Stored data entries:
============

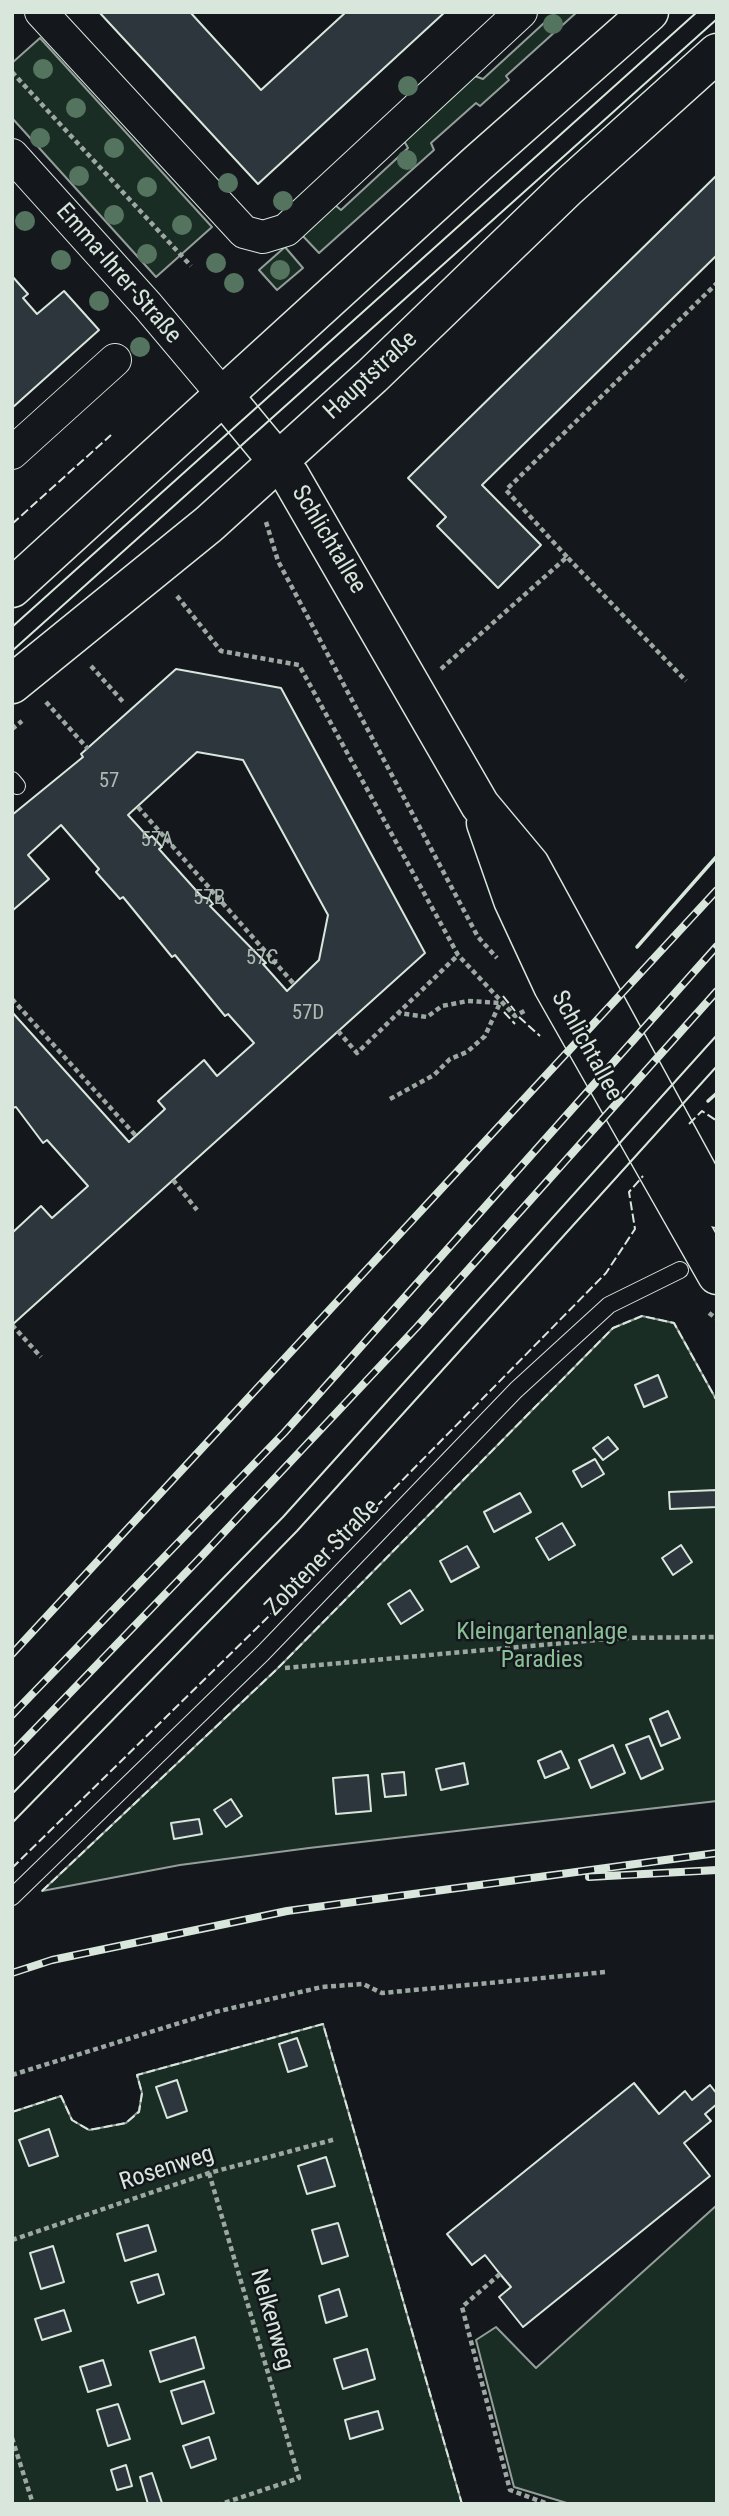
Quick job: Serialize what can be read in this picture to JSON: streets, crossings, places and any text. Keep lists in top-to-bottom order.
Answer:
{
  "streets": {
    "main road": ["Hauptstraße", "Schlichtallee"],
    "street": ["Emma-Ihrer-Straße"],
    "lane": ["Zobtener Straße"],
    "path": ["Rosenweg", "Nelkenweg"]
  },
  "crossings": [
    ["Emma-Ihrer-Straße", "Schlichtallee"],
    ["Hauptstraße", "Schlichtallee"],
    ["Rosenweg", "Nelkenweg"]
  ],
  "parks": ["Kleingartenanlage Paradies"],
  "house_numbers": [
    "57",
    "57A",
    "57B",
    "57C",
    "57D"
  ]
}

============

### Problem requirements:
Omit the pictures, then output every record exactly as given.

### Answer for the task:
Quick job: Serialize what can be read in this picture to JSON: streets, crossings, places and any text. Keep lists in top-to-bottom order.
Answer:
{
  "streets": {
    "main road": ["Hauptstraße", "Schlichtallee"],
    "street": ["Emma-Ihrer-Straße"],
    "lane": ["Zobtener Straße"],
    "path": ["Rosenweg", "Nelkenweg"]
  },
  "crossings": [
    ["Emma-Ihrer-Straße", "Schlichtallee"],
    ["Hauptstraße", "Schlichtallee"],
    ["Rosenweg", "Nelkenweg"]
  ],
  "parks": ["Kleingartenanlage Paradies"],
  "house_numbers": [
    "57",
    "57A",
    "57B",
    "57C",
    "57D"
  ]
}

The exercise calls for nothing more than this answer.